### Instructions for the task
An exact restatement of the data is required, with the images omitted.

<<<<

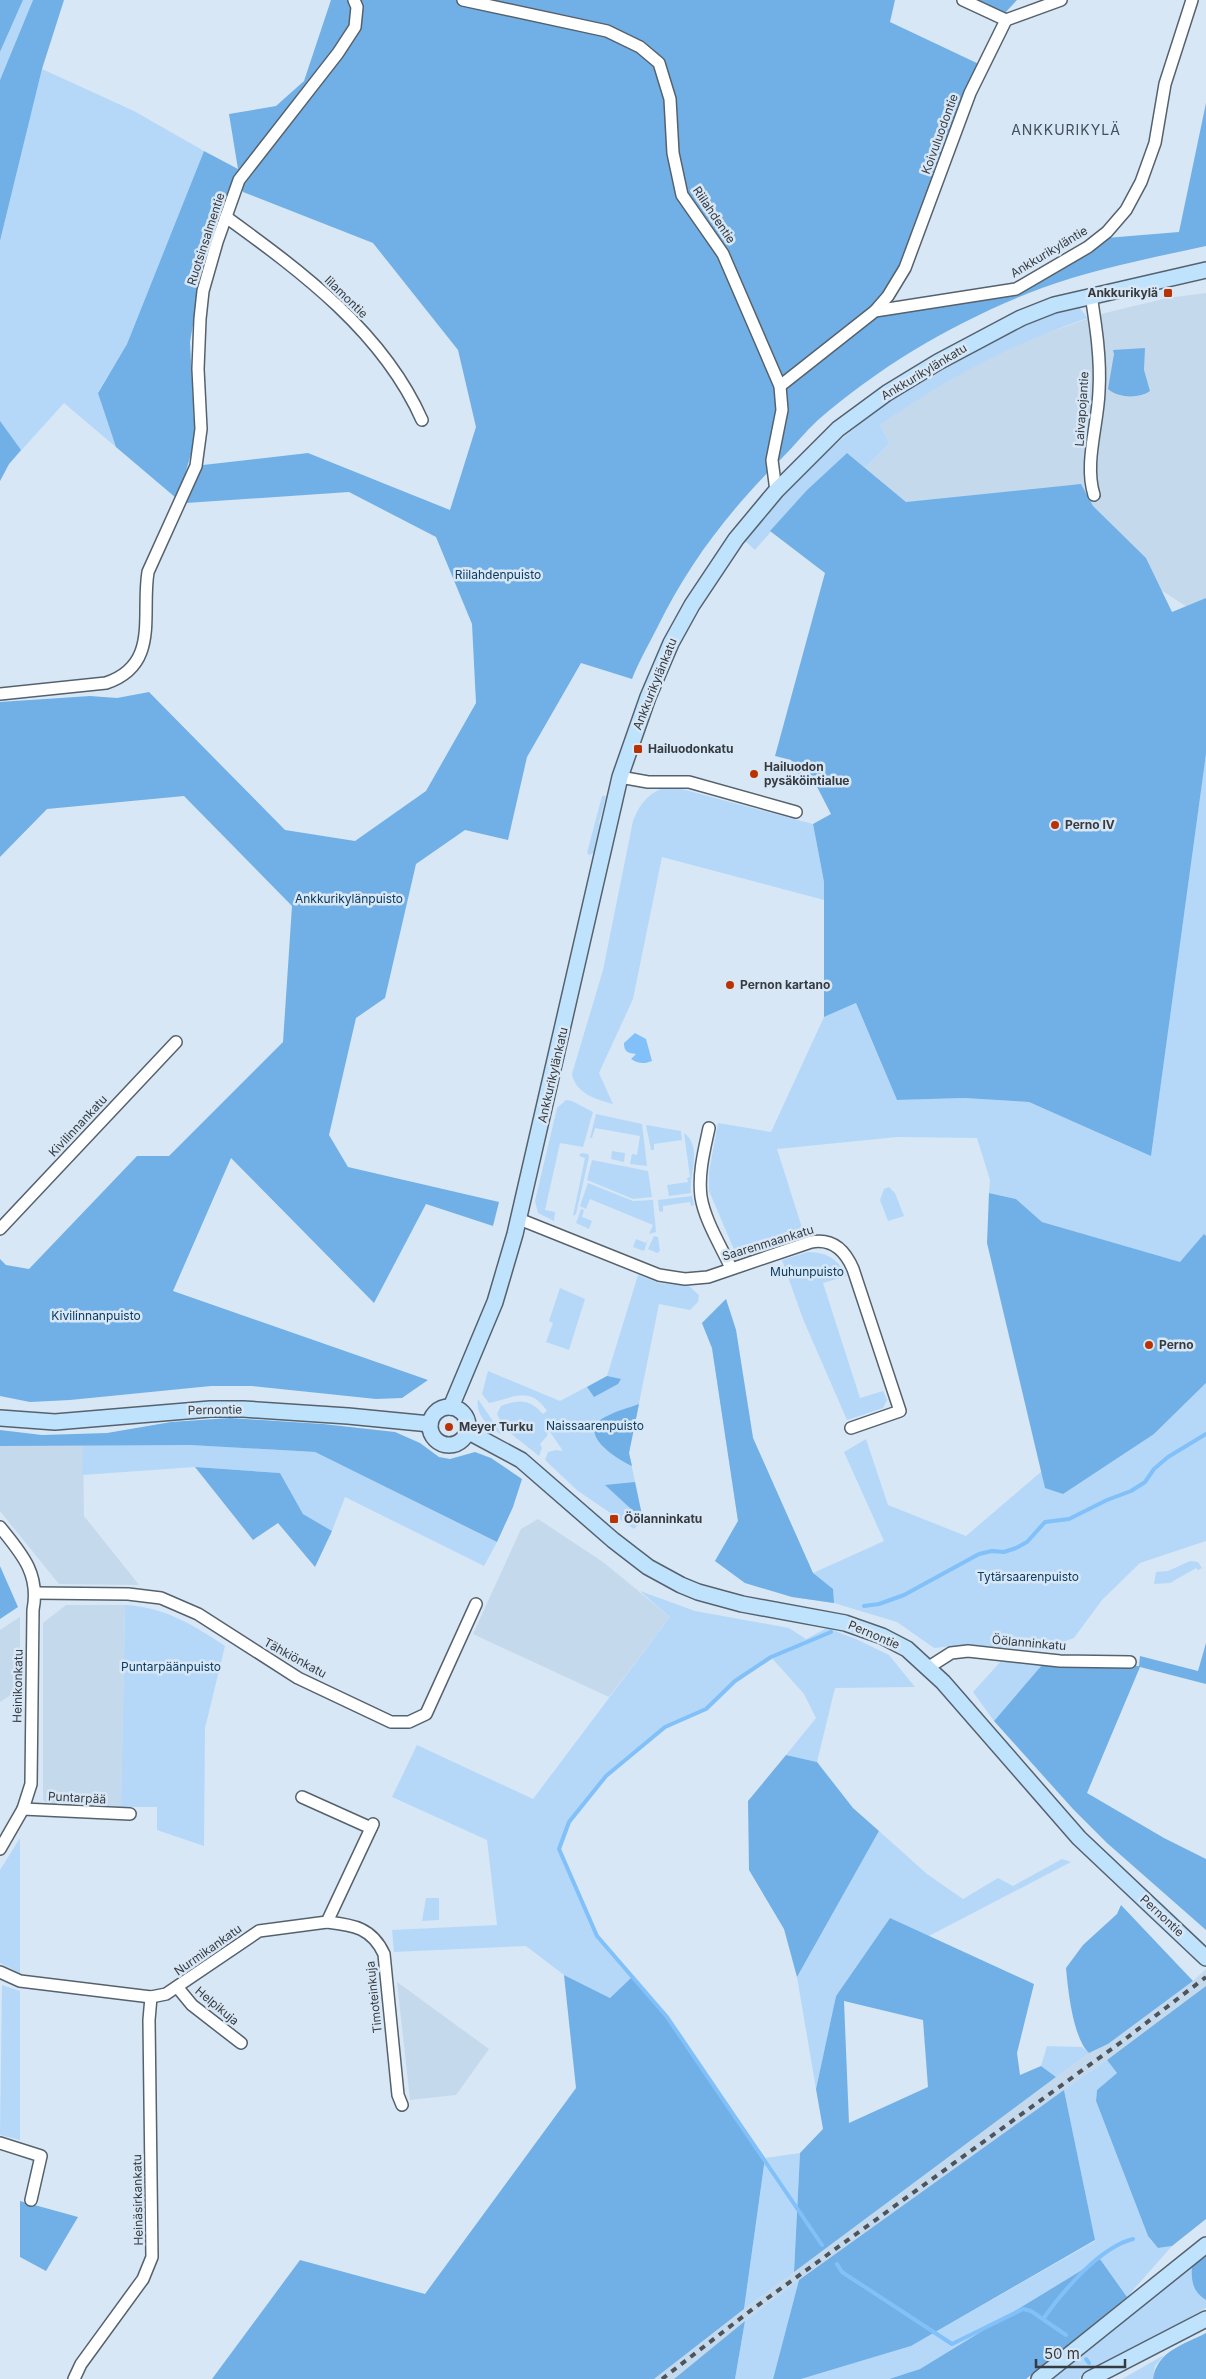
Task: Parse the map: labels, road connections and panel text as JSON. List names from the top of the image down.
{
  "streets": {
    "street": [
      "Koivuluodontie",
      "Riilahdentie",
      "Ruotsinsalmentie",
      "Ankkurikyläntie",
      "Iilamontie",
      "Ankkurikylänkatu",
      "Laivapojantie",
      "Kivilinnankatu",
      "Saarenmaankatu",
      "Pernontie",
      "Öölanninkatu",
      "Tähkiönkatu",
      "Heinikonkatu",
      "Puntarpää",
      "Nurmikankatu",
      "Timoteinkuja",
      "Helpikuja",
      "Heinäsirkankatu"
    ]
  },
  "crossings": [
    ["Koivuluodontie", "Ankkurikyläntie"],
    ["Riilahdentie", "Ankkurikyläntie"],
    ["Riilahdentie", "Ankkurikylänkatu"],
    ["Ruotsinsalmentie", "Iilamontie"],
    ["Ankkurikylänkatu", "Laivapojantie"],
    ["Ankkurikylänkatu", "Saarenmaankatu"],
    ["Ankkurikylänkatu", "Pernontie"],
    ["Pernontie", "Öölanninkatu"],
    ["Tähkiönkatu", "Heinikonkatu"],
    ["Heinikonkatu", "Puntarpää"],
    ["Nurmikankatu", "Timoteinkuja"],
    ["Nurmikankatu", "Helpikuja"],
    ["Nurmikankatu", "Heinäsirkankatu"]
  ],
  "districts": ["ANKKURIKYLÄ"],
  "parks": [
    "Riilahdenpuisto",
    "Ankkurikylänpuisto",
    "Muhunpuisto",
    "Kivilinnanpuisto",
    "Naissaarenpuisto",
    "Tytärsaarenpuisto",
    "Puntarpäänpuisto"
  ],
  "places": {
    "transit": ["Ankkurikylä", "Hailuodonkatu", "Öölanninkatu"],
    "other": [
      "Hailuodon pysäköintialue",
      "Perno IV",
      "Pernon kartano",
      "Perno",
      "Meyer Turku"
    ]
  },
  "scale_bar": "50 m"
}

>>>>

### Result of the exercise
Task: Parse the map: labels, road connections and panel text as JSON. List names from the top of the image down.
{
  "streets": {
    "street": [
      "Koivuluodontie",
      "Riilahdentie",
      "Ruotsinsalmentie",
      "Ankkurikyläntie",
      "Iilamontie",
      "Ankkurikylänkatu",
      "Laivapojantie",
      "Kivilinnankatu",
      "Saarenmaankatu",
      "Pernontie",
      "Öölanninkatu",
      "Tähkiönkatu",
      "Heinikonkatu",
      "Puntarpää",
      "Nurmikankatu",
      "Timoteinkuja",
      "Helpikuja",
      "Heinäsirkankatu"
    ]
  },
  "crossings": [
    ["Koivuluodontie", "Ankkurikyläntie"],
    ["Riilahdentie", "Ankkurikyläntie"],
    ["Riilahdentie", "Ankkurikylänkatu"],
    ["Ruotsinsalmentie", "Iilamontie"],
    ["Ankkurikylänkatu", "Laivapojantie"],
    ["Ankkurikylänkatu", "Saarenmaankatu"],
    ["Ankkurikylänkatu", "Pernontie"],
    ["Pernontie", "Öölanninkatu"],
    ["Tähkiönkatu", "Heinikonkatu"],
    ["Heinikonkatu", "Puntarpää"],
    ["Nurmikankatu", "Timoteinkuja"],
    ["Nurmikankatu", "Helpikuja"],
    ["Nurmikankatu", "Heinäsirkankatu"]
  ],
  "districts": ["ANKKURIKYLÄ"],
  "parks": [
    "Riilahdenpuisto",
    "Ankkurikylänpuisto",
    "Muhunpuisto",
    "Kivilinnanpuisto",
    "Naissaarenpuisto",
    "Tytärsaarenpuisto",
    "Puntarpäänpuisto"
  ],
  "places": {
    "transit": ["Ankkurikylä", "Hailuodonkatu", "Öölanninkatu"],
    "other": [
      "Hailuodon pysäköintialue",
      "Perno IV",
      "Pernon kartano",
      "Perno",
      "Meyer Turku"
    ]
  },
  "scale_bar": "50 m"
}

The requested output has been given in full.